The price of the given car is \$8066.45

## Question 2

```{r}

summary(ToyotaCorolla$Price)

x = range(ToyotaCorolla$Price)

seq_cut = seq(x[1], x[2]+1, by = (x[2]+1-x[1])/20)

ToyotaCorolla$Price_1 = cut(ToyotaCorolla$Price, seq_cut, right=FALSE, labels=c(1:20))

train = ToyotaCorolla[set_train,]

test = ToyotaCorolla[-set_train,]

decTree = rpart(Price_1 ~ Age_08_04 + KM + Fuel_Type + HP + Automatic + Doors + Quarterly_Tax + Mfr_Guarantee + Guarantee_Period + Airco + Automatic_airco + CD_Player + Powered_Windows + Sport_Model + Tow_Bar, method = "class", control = rpart.control(cp = 0.0001, minbucket = 1), data = train)

rpart.plot(decTree)

decTree$variable.importance

printcp(decTree)

new_pred = predict(decTree, obs)

cat("The range is \t", seq_cut[4], " and \t", seq_cut[5])

```

Some of the important variables are Age_08_04, KM, Quarterly_Tax, HP and Doors.
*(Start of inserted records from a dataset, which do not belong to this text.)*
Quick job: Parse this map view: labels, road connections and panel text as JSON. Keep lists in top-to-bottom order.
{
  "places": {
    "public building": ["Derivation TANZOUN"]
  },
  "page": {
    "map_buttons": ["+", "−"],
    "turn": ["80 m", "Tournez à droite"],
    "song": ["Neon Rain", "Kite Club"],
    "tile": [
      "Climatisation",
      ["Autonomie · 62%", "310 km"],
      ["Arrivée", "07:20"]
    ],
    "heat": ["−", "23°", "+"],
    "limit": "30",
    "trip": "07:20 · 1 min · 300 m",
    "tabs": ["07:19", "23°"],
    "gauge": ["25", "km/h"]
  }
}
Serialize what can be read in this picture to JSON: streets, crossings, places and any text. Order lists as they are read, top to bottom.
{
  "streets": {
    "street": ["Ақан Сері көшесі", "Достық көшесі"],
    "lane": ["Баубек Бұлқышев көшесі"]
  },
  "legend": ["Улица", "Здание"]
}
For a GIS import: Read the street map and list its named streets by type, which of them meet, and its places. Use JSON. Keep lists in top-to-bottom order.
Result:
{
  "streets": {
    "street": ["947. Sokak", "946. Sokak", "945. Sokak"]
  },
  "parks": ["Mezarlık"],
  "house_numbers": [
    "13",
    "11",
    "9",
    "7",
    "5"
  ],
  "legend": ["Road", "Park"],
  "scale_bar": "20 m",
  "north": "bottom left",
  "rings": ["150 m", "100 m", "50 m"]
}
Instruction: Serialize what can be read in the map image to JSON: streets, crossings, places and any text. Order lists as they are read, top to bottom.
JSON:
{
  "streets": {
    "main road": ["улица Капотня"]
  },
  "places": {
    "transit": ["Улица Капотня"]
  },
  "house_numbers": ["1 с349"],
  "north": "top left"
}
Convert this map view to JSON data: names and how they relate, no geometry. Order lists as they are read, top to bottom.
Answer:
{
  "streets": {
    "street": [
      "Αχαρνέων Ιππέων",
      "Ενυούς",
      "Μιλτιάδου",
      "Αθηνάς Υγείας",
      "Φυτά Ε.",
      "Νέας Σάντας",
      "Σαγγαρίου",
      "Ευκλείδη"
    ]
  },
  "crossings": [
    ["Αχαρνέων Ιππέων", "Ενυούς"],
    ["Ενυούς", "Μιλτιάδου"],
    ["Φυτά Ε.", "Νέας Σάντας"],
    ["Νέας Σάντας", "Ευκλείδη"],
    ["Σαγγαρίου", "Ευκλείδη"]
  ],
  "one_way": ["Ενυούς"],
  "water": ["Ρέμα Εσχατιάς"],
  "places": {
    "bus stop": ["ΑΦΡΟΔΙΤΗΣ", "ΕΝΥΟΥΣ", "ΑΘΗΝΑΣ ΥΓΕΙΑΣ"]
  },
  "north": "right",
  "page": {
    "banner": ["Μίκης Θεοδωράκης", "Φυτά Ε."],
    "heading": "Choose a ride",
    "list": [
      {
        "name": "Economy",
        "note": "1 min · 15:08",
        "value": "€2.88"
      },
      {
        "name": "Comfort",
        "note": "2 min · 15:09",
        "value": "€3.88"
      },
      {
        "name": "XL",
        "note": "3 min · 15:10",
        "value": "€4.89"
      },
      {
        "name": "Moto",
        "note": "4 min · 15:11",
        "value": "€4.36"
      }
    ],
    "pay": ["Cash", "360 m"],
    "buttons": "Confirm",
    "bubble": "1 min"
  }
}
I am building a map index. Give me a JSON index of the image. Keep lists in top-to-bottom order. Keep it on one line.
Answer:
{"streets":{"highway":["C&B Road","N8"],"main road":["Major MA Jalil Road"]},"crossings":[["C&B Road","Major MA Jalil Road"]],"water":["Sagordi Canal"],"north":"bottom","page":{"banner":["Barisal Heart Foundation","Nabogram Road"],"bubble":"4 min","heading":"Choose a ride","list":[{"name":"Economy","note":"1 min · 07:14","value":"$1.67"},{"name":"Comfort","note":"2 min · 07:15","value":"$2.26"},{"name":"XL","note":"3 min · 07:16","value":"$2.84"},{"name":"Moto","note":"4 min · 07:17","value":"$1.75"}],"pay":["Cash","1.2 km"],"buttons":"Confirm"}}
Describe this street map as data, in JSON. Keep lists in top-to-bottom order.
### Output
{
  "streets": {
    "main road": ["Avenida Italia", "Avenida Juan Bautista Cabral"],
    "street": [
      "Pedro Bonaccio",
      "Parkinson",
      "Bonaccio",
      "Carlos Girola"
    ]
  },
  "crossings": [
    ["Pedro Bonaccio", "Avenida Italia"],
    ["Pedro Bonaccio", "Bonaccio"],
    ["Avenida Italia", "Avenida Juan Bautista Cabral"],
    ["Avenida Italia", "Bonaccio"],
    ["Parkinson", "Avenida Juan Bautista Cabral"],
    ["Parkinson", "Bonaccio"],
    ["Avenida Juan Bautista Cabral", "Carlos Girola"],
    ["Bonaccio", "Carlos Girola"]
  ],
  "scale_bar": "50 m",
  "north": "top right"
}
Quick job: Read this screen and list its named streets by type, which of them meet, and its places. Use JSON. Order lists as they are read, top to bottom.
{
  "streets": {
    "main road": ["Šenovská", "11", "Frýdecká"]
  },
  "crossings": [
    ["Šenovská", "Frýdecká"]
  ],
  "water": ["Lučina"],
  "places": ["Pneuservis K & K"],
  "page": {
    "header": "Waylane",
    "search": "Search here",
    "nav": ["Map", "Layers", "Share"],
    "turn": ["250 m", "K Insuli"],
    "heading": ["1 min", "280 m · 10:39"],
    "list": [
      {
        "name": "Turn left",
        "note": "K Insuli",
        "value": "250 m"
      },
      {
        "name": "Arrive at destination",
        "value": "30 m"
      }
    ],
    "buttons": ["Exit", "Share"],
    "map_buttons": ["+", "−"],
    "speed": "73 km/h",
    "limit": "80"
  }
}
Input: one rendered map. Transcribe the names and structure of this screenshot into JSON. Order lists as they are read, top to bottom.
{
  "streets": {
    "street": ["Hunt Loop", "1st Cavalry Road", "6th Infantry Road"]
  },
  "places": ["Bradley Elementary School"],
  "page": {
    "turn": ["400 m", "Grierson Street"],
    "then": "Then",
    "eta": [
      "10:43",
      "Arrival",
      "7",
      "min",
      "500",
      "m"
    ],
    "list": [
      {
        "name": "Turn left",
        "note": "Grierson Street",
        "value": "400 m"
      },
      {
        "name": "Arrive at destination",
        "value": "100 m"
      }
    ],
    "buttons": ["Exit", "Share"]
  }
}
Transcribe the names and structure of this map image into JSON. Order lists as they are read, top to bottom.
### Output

These are similar to the first model apart from Doors replacing Automatic\_Airco. There are total 312 splits in the decision tree.

The same car is predicted in the interval of 4 which is basically is the range in 8572.65 and 9980.2 which contains the prediction in first part.